バロンズ:カリフォルニア州の山火事、経済的損失と今後の影響

2018年11月19日 06:00

バロンズ誌、今週のカバーは年金にスポットライトを当てる。1974年に成立した従業員退職所得保障法(ERISA法)を皮切りに個人年金制度が次々に整備され、1978年には内国歳入法に401条k項が追加された。その後、401kは発展を続け、米国では確定拠出年金の401kの加入者が5,500万人を超え、積み立て額は5兆ドルを突破する状況だ。米国の401kは今後どうなっていくのか、バロンズ誌の分析・展望については本誌をご覧下さい。

当サイトが定点観測する名物コラム、アップ・アンド・ダウン・ウォールストリート、今週はカリフォルニア州の山火事を取り上げる。抄訳は、以下の通り。

カリフォルニア州の山火事、経済的な影響は?—The California Wildfires’ Financial Toll.

どんな自然災害でも人災でも、災害は人々の目線で経済損失額が弾かれるが、必ずしもそれが正しいとは限らない。6年前に米北東部を襲った大型ハリケーン”サンディは、未だに被災地にその爪痕を残す。今年はハリケーン”フローレンス”や”マイケル”が東海岸を直撃したが、秋にはカリフォルニア州で山火事が発生した。未だ火の手を抑えられず死亡者も増加するなかで、経済損失を試算するのは困難を極める一方、無視もできない。
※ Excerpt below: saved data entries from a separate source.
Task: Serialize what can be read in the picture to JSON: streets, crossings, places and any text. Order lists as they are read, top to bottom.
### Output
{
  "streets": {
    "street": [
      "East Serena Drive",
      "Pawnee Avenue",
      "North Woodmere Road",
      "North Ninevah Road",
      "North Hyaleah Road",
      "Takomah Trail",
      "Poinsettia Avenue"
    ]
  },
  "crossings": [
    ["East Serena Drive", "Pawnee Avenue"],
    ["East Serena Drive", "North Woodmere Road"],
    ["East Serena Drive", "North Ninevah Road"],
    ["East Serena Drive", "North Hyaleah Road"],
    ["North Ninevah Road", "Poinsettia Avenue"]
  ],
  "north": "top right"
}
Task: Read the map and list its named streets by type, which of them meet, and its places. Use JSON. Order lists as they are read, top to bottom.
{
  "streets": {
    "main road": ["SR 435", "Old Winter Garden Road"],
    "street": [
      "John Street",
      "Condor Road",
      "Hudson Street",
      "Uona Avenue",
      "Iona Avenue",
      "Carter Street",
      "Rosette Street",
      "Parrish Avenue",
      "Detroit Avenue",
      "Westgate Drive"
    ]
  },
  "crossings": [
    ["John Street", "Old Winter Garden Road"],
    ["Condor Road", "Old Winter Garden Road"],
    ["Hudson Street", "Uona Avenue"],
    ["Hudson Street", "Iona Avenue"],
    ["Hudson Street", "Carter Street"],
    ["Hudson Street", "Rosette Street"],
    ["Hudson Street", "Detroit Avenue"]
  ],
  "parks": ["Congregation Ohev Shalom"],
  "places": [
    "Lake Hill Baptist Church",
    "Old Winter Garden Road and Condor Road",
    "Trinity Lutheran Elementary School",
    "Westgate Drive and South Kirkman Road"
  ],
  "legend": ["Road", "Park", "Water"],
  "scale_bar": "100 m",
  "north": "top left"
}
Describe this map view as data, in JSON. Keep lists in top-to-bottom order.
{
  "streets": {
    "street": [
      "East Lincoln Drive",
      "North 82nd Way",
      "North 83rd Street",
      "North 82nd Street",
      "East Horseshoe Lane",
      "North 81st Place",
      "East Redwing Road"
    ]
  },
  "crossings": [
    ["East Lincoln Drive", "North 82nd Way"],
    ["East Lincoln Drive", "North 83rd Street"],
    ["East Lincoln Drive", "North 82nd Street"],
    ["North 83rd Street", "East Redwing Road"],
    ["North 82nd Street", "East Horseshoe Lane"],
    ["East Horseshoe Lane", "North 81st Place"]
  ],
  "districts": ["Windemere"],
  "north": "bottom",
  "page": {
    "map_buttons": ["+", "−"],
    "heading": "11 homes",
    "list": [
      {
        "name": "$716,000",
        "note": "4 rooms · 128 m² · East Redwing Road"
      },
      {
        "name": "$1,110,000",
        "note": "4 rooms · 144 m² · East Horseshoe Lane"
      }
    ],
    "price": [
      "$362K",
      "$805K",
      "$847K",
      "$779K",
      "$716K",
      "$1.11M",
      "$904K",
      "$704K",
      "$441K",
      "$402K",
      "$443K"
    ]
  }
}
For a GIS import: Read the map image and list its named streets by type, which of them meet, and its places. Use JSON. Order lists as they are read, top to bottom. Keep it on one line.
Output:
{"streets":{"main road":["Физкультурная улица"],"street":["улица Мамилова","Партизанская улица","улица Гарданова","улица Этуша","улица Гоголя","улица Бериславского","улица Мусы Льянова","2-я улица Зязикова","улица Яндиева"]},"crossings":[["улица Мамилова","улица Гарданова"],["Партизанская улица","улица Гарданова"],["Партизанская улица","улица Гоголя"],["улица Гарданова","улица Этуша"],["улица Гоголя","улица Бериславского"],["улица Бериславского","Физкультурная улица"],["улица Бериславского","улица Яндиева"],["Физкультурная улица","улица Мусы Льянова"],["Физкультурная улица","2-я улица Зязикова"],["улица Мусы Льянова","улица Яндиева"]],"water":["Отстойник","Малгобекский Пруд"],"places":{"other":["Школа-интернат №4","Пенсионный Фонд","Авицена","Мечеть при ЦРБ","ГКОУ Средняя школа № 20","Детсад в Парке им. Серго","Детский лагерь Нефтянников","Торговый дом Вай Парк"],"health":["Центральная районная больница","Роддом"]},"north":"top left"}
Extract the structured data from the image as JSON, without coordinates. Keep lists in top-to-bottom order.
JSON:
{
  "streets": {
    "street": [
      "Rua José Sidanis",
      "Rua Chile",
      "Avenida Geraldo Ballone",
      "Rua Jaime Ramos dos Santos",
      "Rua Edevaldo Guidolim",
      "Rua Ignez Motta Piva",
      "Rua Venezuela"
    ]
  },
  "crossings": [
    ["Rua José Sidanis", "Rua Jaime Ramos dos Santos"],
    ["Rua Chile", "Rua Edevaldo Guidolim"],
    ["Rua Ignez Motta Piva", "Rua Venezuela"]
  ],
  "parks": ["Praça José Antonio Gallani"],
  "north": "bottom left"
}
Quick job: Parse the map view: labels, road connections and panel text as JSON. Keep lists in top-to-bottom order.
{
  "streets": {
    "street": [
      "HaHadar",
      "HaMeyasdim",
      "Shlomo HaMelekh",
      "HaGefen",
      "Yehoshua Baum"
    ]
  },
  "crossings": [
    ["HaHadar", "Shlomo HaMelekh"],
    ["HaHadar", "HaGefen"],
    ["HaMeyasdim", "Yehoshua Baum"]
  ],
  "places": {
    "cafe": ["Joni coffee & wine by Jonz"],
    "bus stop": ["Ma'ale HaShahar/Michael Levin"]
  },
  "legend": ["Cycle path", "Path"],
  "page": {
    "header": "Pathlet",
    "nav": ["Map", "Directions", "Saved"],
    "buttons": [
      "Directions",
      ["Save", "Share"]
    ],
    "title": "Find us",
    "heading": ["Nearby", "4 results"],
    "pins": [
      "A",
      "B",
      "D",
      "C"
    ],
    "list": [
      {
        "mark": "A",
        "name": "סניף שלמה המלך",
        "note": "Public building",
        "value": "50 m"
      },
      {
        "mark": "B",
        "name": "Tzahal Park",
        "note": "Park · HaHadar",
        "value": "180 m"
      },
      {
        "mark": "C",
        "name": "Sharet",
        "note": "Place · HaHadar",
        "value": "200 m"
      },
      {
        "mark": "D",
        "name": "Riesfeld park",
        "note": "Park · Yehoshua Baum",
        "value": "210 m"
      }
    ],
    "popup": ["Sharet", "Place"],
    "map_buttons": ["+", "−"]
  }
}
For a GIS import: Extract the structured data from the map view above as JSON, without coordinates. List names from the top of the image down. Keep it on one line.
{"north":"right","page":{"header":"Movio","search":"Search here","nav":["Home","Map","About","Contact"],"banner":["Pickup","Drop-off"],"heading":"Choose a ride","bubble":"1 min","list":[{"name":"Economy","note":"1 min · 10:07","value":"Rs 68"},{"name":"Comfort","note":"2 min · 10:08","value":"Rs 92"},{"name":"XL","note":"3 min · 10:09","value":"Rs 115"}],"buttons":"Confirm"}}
山火事の影響を受けた銘柄は、大幅安となっている。保険会社の負担だけでなく、地方政府や州政府の予算にも大きな影響を与えよう。また被災地の不動産価格は、山火事にあった現時点だけでなく、自然災害ヘの懸念から将来的に大きな打撃を被ること必至だ。

今回の山火事で最も売られた銘柄と言えば、電力会社PG&Eだ。同社の株式は11月15日の1日だけで31%安を記録、過去5営業日で61%も急落した。しかし、11月15日の取引時間終了後に株価は下げ幅を縮小、11月16日には38%高をつけた。PG&E株の買い戻しはブルームバーグの報道がきっかけで、バンク・オブ・アメリカ・メリルリンチ主催の投資家向けカンファレンス・コールにて、カリフォルニア公共事業委員会(CPUC)は、山火事発生の一端を担ったとされるPG&Eの破産申請を望まないとの見解を示したという。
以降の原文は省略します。